Other developing country ministers describe the obstacles they see to reaching the health goals. According to Indias Health Minister, JVR Prasada Rao, aid donors have to concentrate less on quick wins in developing countries, and take their money and expertise into remote, rural areas where poor people need the most help with maternal and child mortality issues. 

Ghanas Minister of Health Dr. Kwaku Afriyie argues that donors need to make their aid more predictable and flexible, and not go up and down depending on the government in power.

He also says that countries like his own are still waiting for the billions of dollars in additional aid promised by the donors in Monterrey to help countries with sound policies and programs in place to reach the MDGs and beyond.

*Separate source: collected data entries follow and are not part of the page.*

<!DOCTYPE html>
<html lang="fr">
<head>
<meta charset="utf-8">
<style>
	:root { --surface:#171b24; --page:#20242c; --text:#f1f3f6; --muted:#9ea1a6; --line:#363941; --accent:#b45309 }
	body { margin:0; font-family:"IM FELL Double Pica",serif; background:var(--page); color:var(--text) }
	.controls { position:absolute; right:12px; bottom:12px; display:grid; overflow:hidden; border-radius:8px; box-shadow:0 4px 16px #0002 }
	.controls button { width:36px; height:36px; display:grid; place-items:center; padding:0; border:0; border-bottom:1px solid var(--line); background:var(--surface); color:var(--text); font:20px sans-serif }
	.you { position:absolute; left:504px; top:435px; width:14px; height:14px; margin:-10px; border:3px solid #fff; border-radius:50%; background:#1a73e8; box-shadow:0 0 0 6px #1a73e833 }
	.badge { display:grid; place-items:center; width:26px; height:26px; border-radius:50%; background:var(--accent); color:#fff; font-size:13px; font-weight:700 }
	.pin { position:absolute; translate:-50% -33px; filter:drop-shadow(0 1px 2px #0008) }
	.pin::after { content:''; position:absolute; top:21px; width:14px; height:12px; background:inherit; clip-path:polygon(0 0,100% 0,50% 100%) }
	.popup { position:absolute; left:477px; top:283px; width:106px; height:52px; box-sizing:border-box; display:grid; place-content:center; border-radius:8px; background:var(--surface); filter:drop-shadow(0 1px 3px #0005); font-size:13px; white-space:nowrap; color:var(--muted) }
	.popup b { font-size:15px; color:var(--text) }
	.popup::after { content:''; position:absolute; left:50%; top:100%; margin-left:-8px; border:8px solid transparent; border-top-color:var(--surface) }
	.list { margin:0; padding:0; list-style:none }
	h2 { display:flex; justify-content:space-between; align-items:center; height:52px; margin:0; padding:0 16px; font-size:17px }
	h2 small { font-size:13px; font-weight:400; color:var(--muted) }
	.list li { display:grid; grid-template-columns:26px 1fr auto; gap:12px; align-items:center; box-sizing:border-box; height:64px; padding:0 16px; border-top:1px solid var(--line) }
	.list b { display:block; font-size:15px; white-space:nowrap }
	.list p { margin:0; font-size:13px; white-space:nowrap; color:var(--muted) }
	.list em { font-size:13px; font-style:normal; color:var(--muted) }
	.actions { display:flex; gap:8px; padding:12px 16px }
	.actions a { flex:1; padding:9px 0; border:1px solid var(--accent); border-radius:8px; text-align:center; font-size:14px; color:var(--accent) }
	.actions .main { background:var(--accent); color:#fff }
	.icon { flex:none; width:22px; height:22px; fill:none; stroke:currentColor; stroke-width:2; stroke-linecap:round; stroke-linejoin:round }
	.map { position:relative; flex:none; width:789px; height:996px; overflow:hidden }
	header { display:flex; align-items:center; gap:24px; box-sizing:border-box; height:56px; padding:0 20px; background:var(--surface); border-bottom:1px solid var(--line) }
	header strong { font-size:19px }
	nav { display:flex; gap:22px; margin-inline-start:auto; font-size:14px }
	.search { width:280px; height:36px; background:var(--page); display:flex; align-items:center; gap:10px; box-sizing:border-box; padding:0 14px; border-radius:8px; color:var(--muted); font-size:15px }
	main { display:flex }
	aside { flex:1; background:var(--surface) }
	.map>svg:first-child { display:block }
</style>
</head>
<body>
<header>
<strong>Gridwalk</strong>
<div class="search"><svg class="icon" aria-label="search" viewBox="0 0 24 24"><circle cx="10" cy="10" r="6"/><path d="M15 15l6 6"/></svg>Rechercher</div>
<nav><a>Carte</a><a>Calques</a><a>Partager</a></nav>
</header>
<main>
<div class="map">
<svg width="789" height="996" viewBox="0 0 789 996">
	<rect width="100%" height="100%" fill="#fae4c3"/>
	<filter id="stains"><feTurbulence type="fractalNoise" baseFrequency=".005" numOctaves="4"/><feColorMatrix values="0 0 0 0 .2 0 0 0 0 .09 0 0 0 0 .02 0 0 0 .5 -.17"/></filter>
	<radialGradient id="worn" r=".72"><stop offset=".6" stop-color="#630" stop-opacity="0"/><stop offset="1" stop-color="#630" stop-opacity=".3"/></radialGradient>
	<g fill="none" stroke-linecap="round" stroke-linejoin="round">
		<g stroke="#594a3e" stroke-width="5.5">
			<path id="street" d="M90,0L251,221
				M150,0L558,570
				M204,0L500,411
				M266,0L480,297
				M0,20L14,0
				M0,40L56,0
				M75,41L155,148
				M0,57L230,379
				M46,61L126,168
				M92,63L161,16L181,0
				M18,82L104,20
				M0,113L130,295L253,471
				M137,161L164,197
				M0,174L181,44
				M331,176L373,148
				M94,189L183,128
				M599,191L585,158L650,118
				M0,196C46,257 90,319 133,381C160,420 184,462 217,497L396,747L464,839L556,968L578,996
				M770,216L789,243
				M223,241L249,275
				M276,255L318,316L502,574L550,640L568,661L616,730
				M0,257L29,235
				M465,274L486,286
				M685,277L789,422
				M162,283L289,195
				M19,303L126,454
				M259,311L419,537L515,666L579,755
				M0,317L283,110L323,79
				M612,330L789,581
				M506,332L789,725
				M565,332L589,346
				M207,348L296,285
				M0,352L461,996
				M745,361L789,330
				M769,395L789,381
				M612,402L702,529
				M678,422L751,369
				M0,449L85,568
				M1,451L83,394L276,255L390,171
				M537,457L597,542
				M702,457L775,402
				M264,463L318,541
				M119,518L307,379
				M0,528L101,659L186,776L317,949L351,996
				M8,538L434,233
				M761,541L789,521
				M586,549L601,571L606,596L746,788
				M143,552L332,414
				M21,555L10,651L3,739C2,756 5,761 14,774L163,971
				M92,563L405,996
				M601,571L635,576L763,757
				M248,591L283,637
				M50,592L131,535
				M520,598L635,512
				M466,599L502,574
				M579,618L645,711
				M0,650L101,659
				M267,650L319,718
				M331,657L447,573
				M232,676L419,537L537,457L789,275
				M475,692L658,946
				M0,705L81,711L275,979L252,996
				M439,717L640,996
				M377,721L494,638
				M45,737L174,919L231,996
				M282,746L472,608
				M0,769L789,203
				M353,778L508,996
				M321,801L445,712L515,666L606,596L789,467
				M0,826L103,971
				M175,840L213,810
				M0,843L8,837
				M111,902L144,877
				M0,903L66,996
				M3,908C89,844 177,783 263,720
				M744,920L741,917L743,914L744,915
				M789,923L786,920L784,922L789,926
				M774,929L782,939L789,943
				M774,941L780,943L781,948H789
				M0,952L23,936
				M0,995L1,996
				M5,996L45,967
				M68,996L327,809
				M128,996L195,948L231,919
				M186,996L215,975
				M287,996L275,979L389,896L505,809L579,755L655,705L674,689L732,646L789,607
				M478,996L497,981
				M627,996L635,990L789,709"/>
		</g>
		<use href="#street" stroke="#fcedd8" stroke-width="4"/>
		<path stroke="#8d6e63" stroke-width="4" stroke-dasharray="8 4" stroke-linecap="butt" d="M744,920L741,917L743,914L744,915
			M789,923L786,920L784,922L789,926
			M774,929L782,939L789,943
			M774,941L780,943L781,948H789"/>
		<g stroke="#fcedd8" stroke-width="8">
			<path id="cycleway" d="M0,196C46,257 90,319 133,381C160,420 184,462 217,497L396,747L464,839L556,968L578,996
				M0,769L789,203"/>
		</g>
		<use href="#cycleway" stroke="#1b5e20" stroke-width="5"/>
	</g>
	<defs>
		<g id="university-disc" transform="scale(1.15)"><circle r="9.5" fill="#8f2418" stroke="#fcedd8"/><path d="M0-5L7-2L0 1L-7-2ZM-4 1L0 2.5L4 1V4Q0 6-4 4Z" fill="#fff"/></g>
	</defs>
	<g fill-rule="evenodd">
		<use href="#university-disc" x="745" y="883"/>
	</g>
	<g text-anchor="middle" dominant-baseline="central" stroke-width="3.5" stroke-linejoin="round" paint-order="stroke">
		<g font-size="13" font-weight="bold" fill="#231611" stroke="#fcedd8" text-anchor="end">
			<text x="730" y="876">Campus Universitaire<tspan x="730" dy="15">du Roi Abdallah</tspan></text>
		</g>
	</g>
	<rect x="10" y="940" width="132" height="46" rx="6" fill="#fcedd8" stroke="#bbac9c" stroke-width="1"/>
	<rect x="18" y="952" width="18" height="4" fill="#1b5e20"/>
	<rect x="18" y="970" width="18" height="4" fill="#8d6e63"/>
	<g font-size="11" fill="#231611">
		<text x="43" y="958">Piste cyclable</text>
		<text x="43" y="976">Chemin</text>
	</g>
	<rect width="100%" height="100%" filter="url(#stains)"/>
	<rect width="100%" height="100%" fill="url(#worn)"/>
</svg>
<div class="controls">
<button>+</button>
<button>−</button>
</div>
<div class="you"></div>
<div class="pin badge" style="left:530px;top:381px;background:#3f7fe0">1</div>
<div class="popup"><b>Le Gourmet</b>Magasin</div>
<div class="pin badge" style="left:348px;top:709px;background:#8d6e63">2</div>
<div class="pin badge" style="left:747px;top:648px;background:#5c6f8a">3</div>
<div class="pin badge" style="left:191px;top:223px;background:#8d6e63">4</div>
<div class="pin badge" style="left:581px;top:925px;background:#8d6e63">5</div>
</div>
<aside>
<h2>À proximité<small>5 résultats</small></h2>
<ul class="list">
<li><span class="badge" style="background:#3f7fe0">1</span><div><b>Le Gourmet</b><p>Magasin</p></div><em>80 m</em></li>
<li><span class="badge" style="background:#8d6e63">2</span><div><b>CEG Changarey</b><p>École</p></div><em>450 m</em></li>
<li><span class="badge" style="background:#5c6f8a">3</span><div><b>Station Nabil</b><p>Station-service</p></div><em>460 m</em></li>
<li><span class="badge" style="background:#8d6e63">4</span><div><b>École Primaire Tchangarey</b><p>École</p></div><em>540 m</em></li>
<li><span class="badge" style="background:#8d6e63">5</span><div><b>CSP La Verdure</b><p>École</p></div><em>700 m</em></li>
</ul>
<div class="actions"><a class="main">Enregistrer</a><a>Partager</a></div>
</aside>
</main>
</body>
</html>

But he goes on to say that empowering women more fully may be one of the biggest steps countries can make towards getting themselves to the 2015 health targets.

– You know the saying that if you educate a man, you educate an individual, but if you educate a woman, you educate a whole nation? he states.

– I take my inspiration from that. Most of the healthcare that poor people get is provided outside of the hospitals and in the home, provided by women. An educated woman and mother is an asset in health and also economic growth. I call female empowerment the mother of all MDGs, added the minister.